▶ [What you are asked to do] List all lines in the material below that contain "their".

▶ [Data supplied]
»»
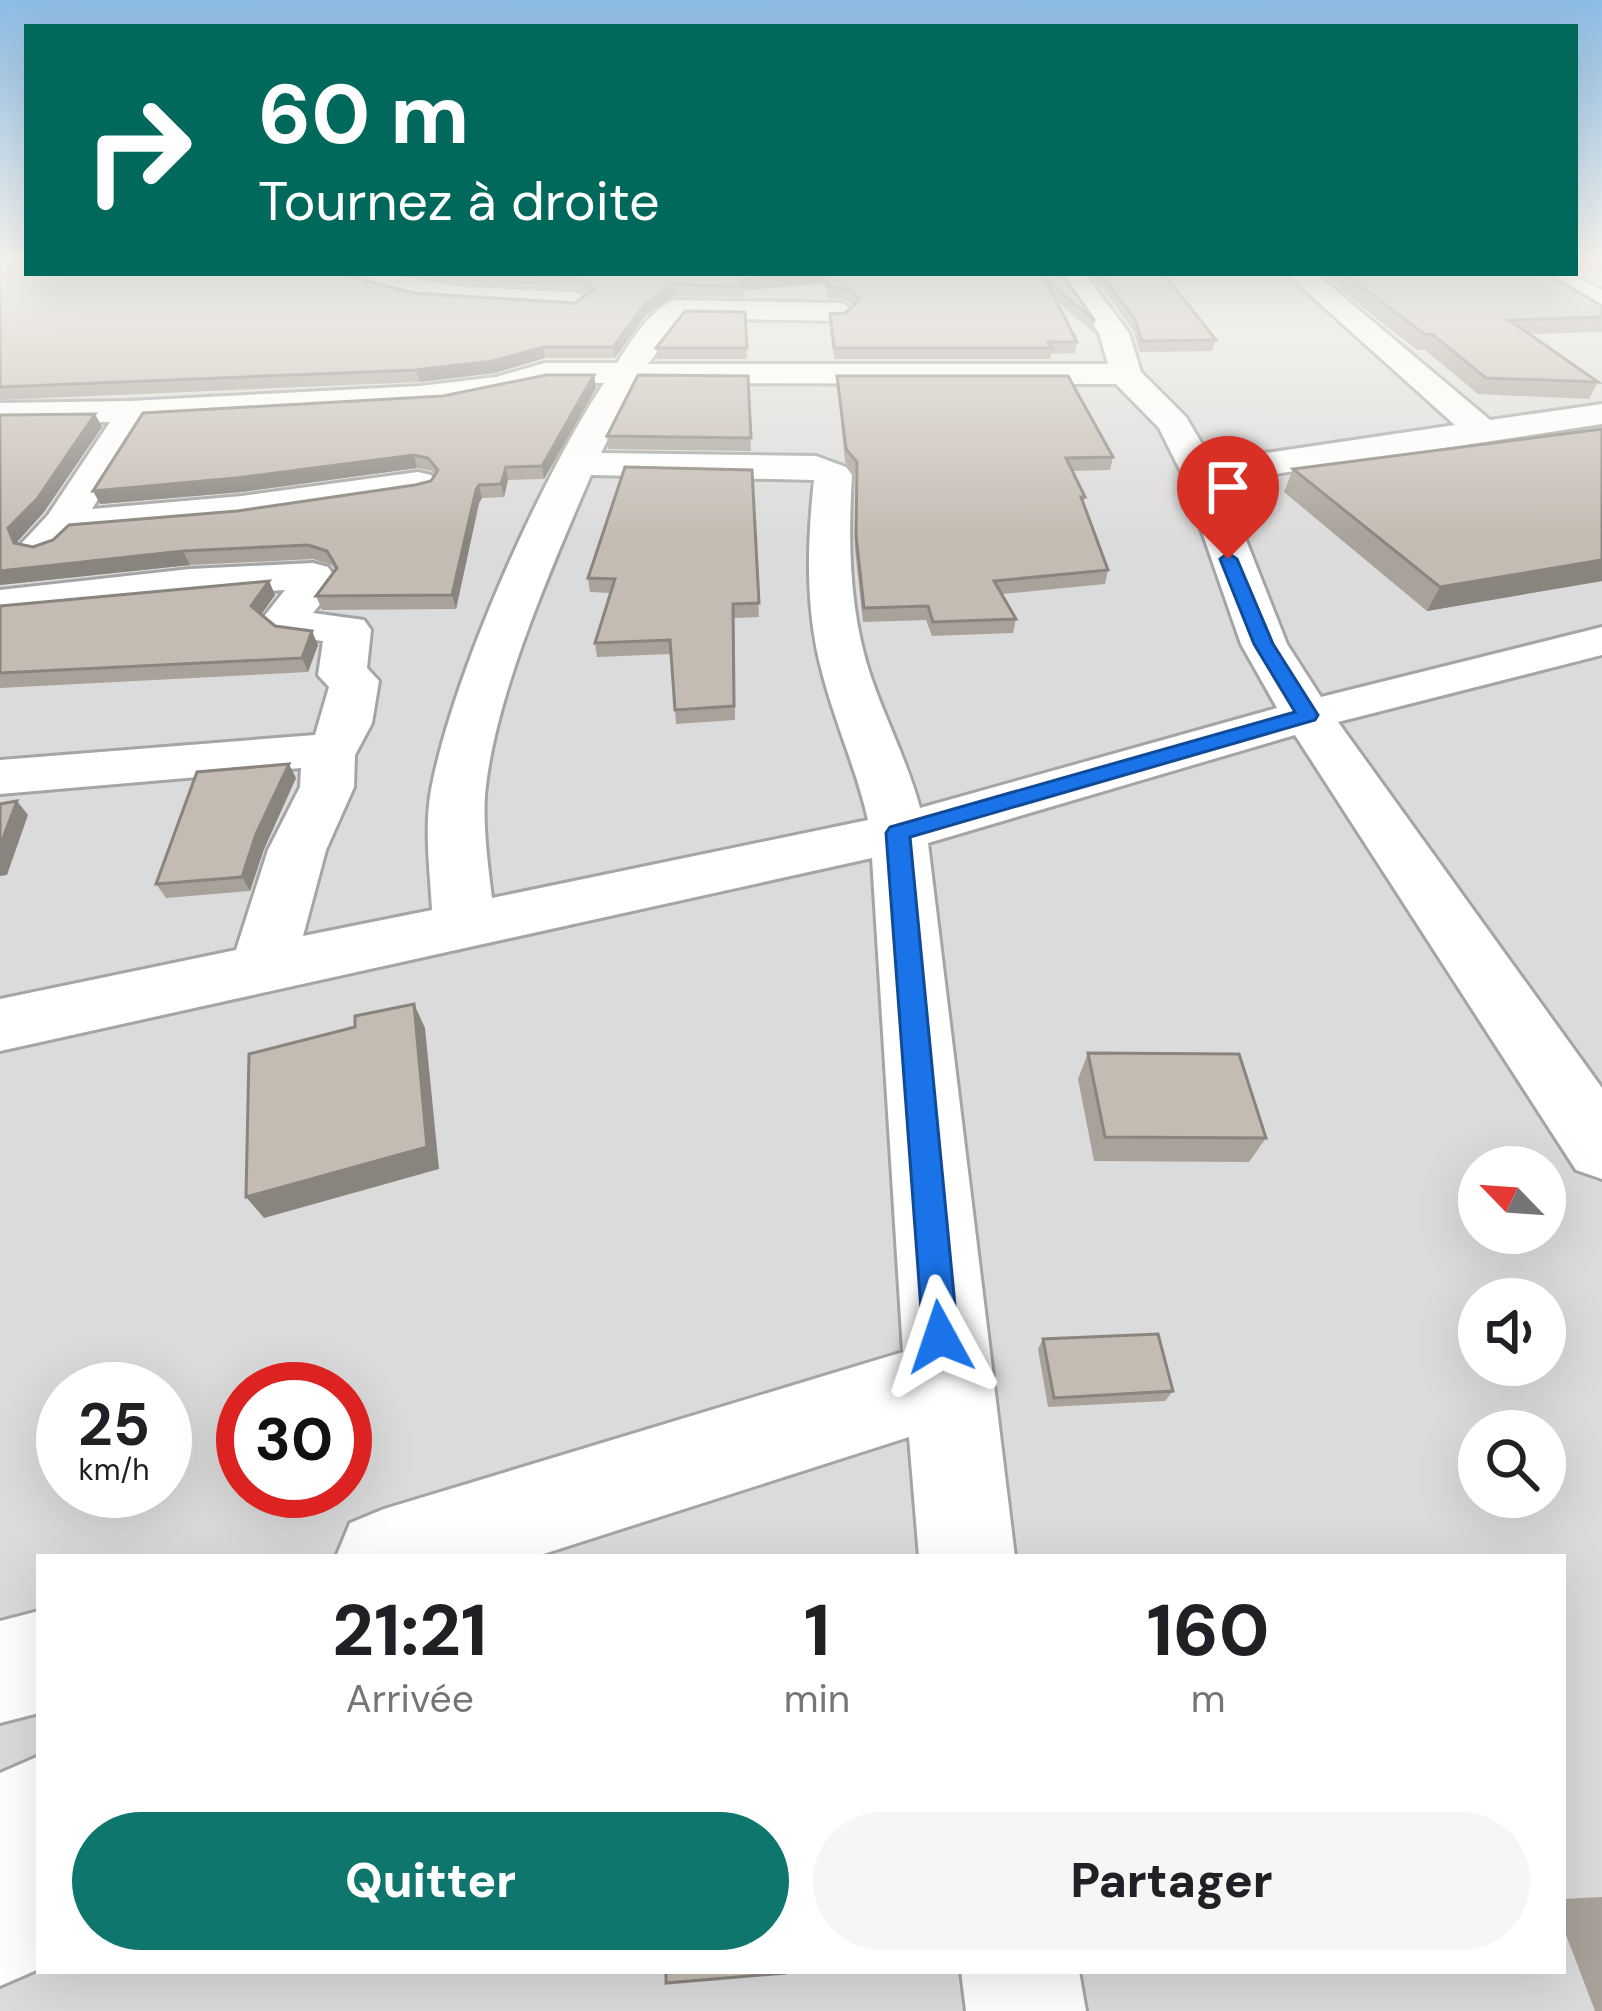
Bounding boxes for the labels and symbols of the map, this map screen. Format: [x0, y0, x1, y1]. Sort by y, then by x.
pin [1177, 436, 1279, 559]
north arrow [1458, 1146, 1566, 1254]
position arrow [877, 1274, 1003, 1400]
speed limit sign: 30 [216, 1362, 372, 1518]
««
»»
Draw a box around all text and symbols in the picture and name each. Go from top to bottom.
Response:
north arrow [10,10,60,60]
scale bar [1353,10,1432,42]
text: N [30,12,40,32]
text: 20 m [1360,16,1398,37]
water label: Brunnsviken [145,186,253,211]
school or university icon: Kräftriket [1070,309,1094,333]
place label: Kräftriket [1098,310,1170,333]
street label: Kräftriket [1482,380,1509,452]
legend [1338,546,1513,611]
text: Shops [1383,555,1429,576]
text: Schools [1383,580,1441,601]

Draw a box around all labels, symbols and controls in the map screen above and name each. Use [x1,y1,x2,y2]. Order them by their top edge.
««
»»
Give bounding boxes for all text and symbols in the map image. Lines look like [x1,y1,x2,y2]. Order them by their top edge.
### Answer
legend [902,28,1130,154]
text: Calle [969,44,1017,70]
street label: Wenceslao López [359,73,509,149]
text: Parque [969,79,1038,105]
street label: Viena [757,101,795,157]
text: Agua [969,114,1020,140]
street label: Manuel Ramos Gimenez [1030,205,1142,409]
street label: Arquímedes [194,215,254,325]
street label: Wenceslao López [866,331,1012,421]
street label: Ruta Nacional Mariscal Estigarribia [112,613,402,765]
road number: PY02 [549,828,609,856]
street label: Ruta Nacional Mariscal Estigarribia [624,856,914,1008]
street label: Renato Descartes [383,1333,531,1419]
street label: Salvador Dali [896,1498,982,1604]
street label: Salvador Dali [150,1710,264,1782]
««
▶ [Response area]
Draw a box around all labels, symbols and controls in the map screen above and name each. Use [x1,y1,x2,y2]. Order them by their top edge.
Give bounding boxes for all text and symbols in the map image. Lines look like [x1,y1,x2,y2]. Order them by their top edge.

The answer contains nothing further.